TVRINews, Jakarta
Menteri Koordinator Bidang Pemberdayaan Masyarakat (Menko PM), A. Muhaimin Iskandar mendorong optimalisasi Kredit Usaha Rakyat (KUR) sebagai instrumen utama dalam memperkuat sektor UMKM dan ekonomi kreatif (Ekraf), sekaligus memperluas akses usaha dan penyerapan tenaga kerja.
Hal tersebut disampaikan Muhaimin dalam konferensi pers usai Rapat Tingkat Menteri (RTM) terkait progres pelaksanaan program prioritas UMKM dan ekonomi kreatif di M Bloc Space, Jakarta, Senin, 4 Mei 2026.
Menurutnya, KUR memiliki kontribusi nyata dalam mendorong pertumbuhan pelaku usaha sekaligus membuka lapangan pekerjaan baru di berbagai sektor.

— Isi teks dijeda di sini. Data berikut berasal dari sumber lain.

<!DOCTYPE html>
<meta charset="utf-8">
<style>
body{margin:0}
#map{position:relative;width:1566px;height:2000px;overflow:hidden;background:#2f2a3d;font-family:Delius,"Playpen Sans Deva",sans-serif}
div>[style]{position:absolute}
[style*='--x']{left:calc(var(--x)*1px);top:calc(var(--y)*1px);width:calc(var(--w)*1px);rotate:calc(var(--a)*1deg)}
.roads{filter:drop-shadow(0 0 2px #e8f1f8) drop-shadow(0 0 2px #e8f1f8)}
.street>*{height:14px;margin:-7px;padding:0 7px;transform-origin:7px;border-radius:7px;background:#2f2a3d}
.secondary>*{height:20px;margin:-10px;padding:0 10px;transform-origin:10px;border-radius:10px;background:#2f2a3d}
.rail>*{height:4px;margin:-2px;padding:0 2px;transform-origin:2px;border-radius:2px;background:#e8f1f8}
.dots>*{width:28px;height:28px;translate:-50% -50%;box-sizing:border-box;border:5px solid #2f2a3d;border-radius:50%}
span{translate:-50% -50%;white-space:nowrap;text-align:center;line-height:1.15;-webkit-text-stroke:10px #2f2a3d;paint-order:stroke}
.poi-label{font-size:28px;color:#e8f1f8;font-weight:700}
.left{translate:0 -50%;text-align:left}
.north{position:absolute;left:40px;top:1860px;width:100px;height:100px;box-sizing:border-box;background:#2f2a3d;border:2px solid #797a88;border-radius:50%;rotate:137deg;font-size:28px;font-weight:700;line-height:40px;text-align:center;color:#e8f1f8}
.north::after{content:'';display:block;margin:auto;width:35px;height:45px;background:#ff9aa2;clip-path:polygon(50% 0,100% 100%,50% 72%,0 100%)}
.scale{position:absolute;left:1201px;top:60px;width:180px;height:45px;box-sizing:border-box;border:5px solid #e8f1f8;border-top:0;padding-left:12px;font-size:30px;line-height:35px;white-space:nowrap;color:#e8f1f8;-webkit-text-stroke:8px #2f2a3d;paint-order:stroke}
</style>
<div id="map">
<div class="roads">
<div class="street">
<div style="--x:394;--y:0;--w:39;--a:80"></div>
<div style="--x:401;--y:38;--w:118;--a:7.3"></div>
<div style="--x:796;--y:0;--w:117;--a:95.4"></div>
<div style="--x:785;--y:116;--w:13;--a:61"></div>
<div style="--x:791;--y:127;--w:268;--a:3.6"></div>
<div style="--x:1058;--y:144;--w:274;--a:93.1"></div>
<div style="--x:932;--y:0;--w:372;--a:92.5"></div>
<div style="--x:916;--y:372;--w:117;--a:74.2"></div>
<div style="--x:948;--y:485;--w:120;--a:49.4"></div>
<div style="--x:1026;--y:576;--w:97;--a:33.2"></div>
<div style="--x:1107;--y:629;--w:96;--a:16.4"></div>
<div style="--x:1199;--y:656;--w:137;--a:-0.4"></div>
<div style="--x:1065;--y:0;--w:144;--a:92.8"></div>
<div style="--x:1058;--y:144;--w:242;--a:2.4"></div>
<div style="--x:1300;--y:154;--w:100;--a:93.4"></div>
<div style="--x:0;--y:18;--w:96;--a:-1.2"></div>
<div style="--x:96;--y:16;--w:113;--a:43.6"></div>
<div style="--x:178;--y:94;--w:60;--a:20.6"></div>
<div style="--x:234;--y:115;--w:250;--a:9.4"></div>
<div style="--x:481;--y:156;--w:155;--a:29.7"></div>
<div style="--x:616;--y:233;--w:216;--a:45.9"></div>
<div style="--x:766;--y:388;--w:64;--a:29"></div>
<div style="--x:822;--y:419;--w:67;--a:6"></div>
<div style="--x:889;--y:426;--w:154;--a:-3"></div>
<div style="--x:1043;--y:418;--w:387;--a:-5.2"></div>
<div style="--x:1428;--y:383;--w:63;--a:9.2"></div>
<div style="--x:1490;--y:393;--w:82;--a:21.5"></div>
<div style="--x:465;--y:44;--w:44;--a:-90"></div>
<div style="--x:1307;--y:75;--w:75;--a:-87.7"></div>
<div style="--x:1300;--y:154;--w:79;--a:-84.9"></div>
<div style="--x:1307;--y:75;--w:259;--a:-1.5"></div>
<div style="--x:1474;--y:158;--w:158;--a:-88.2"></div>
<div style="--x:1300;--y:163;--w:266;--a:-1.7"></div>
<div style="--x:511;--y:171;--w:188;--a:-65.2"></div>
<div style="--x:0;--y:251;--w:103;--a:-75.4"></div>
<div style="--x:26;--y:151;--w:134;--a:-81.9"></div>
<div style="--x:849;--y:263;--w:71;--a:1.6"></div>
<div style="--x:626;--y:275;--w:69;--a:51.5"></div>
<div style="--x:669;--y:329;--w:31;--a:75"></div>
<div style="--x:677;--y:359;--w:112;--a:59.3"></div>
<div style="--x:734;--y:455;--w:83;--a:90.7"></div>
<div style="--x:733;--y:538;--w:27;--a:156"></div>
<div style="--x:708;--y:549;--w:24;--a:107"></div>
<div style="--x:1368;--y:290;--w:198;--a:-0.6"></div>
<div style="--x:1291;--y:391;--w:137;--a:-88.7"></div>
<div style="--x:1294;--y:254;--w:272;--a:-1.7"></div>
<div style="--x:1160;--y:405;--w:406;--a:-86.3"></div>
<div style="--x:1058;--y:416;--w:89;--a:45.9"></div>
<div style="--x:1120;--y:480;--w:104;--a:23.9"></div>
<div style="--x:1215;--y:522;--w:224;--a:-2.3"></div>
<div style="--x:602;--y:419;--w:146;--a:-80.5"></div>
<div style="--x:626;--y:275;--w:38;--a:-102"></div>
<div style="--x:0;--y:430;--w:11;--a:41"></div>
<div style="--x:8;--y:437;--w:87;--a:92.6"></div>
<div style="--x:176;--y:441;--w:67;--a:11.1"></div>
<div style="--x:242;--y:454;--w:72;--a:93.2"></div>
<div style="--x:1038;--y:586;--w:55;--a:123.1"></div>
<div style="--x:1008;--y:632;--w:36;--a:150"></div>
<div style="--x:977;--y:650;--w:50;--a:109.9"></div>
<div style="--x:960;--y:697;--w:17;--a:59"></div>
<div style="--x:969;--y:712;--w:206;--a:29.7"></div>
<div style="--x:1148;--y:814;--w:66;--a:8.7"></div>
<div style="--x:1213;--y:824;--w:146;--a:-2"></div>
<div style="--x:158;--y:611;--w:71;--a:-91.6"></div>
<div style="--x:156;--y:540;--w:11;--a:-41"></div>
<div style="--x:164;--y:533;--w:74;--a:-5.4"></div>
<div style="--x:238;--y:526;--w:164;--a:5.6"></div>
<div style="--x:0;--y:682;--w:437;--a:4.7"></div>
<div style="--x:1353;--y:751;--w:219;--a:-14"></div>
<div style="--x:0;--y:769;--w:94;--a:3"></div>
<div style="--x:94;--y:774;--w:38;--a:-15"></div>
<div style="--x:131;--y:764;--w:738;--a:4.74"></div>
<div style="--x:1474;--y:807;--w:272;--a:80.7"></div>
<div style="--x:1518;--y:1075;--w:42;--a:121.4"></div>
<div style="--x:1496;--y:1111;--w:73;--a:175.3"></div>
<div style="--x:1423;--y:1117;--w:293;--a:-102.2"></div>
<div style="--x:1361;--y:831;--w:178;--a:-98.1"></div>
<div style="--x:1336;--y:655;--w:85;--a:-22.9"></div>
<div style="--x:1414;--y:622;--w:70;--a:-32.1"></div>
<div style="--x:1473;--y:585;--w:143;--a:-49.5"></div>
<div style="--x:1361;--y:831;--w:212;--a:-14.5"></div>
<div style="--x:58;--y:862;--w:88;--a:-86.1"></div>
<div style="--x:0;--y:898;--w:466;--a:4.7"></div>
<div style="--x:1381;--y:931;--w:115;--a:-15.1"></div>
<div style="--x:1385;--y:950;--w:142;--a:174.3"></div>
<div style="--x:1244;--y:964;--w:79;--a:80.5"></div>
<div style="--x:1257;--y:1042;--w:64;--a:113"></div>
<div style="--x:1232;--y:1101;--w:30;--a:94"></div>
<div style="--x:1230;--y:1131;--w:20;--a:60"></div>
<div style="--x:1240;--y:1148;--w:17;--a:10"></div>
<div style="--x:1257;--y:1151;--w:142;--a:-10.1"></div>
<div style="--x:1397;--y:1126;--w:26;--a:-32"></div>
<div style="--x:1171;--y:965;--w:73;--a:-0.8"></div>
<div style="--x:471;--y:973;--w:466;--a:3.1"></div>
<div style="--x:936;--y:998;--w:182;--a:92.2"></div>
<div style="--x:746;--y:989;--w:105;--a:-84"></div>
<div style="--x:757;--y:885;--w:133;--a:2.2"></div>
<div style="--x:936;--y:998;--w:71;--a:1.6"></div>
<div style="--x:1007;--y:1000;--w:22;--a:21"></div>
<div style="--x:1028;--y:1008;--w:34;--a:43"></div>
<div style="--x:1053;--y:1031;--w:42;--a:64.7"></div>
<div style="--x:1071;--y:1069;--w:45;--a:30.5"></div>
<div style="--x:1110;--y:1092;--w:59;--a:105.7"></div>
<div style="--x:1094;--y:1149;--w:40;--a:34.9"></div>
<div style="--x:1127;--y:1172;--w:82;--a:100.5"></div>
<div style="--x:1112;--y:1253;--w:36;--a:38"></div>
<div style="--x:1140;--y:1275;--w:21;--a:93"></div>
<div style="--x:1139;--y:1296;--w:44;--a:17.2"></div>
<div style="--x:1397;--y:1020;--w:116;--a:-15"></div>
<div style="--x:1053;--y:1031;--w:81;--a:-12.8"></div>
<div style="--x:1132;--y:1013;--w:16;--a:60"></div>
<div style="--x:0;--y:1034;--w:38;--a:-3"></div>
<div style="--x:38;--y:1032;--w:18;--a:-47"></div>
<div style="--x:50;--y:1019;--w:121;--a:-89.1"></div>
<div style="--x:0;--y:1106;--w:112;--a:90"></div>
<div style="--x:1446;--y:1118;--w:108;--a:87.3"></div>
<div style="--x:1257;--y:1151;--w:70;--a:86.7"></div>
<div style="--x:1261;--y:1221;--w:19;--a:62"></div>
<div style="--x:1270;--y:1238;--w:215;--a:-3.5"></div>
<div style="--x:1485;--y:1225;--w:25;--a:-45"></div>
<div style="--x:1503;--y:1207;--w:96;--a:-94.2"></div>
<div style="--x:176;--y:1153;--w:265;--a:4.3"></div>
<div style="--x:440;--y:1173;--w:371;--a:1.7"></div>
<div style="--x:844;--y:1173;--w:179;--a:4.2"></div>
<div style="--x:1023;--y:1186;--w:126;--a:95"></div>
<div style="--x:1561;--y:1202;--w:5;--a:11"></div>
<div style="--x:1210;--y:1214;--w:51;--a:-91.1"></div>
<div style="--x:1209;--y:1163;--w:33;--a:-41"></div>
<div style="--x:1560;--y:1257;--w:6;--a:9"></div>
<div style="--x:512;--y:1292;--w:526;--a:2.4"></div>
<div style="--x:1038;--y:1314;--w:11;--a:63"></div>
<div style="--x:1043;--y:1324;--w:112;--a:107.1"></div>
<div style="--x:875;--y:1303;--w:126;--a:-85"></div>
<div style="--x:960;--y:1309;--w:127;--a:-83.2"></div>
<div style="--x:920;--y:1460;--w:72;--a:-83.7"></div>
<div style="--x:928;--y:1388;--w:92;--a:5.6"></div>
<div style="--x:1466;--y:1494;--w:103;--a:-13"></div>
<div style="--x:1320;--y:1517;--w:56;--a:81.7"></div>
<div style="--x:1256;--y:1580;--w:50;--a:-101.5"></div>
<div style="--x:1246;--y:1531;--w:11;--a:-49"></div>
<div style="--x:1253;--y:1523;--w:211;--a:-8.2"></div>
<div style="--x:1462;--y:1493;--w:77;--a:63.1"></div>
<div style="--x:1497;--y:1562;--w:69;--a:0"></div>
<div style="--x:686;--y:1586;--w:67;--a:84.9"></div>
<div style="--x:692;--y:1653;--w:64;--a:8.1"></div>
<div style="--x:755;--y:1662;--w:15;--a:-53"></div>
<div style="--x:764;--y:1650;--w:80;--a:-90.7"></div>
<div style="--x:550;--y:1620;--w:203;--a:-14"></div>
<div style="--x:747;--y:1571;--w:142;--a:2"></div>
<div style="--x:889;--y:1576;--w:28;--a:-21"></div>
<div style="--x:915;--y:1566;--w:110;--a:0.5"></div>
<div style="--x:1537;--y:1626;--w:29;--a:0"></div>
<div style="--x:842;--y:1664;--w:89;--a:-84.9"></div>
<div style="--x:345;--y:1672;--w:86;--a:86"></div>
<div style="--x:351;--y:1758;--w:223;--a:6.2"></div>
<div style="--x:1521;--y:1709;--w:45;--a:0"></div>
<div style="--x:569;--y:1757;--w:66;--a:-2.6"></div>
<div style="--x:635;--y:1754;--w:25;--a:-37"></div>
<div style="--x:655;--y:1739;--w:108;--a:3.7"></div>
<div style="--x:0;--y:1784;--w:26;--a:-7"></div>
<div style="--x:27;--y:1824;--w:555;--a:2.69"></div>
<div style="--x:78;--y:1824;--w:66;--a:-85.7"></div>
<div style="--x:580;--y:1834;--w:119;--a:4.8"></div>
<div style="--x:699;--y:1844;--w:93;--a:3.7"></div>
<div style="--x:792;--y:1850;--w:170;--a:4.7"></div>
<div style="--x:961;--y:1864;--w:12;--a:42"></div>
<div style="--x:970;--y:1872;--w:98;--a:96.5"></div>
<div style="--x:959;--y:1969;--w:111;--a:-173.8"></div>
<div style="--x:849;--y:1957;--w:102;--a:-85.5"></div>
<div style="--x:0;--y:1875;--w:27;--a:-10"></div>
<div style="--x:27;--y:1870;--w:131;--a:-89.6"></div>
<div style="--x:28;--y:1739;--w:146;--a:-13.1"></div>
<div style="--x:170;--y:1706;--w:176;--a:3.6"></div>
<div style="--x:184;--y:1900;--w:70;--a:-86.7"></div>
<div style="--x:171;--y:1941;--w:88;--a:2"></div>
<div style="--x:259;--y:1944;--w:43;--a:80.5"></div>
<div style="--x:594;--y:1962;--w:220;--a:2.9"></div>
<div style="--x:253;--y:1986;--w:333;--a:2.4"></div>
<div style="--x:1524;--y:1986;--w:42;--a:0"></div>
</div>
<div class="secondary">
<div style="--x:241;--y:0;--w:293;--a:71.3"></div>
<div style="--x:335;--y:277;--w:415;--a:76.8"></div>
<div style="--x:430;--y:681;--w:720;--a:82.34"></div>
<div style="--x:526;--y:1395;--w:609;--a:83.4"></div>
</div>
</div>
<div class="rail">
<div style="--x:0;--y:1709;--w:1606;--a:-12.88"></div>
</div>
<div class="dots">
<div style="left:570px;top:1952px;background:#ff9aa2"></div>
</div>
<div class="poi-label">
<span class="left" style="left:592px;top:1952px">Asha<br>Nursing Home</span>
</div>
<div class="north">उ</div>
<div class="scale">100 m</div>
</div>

Pemerintah pun berkomitmen untuk terus memperkuat peran KUR agar semakin mudah diakses oleh masyarakat.
"Dengan KUR yang berjalan baik, itu akan membuka lapangan pekerjaan baru dan menumbuhkembangkan pelaku usaha," ujar Muhaimin kepada wartawan termasuk tvrinews.com di M Bloc Space, Jakarta, Senin, 4 Mei 2026.
Ia menambahkan, dalam lima tahun ke depan pemerintah menargetkan sekitar 10 juta penduduk dapat lebih mudah berusaha serta memperoleh pekerjaan yang layak.
"Insya Allah kita 10 juta penduduk dalam 5 tahun ke depan ini, bisa berusaha dengan mudah, mendapatkan pekerjaan yang baik," ucapnya.
Karena itu, sektor UMKM dan ekonomi kreatif terus didorong menjadi motor utama dalam perekrutan tenaga kerja.
Dalam rapat koordinasi tersebut, pemerintah juga menekankan pentingnya sinergi lintas kementerian untuk memastikan akses permodalan, termasuk KUR, dapat menjangkau lebih luas pelaku usaha, baik di perkotaan maupun di daerah.
"Tadi koordinasi potensi ekonomi kreatif di desa. Baik potensi pariwisata, potensi ekonomi kreatif di desa, akan menjadi terus konsentrasi kerja kita, termasuk ekonomi kreatif di desa," tuturnya.
Selain itu, penguatan UMKM dan ekonomi kreatif juga diarahkan agar mampu menghadapi berbagai tantangan ekonomi ke depan. Pemerintah akan terus bekerja untuk memastikan pelaku usaha memiliki daya tahan sekaligus daya saing yang lebih baik.
"Kita akan terus kolaborasi berbagai pihak, terutama kita berharap kementerian-kementerian di tingkat pusat menggerakkan pelaku dan akses permodalan yang baik," imbuhnya.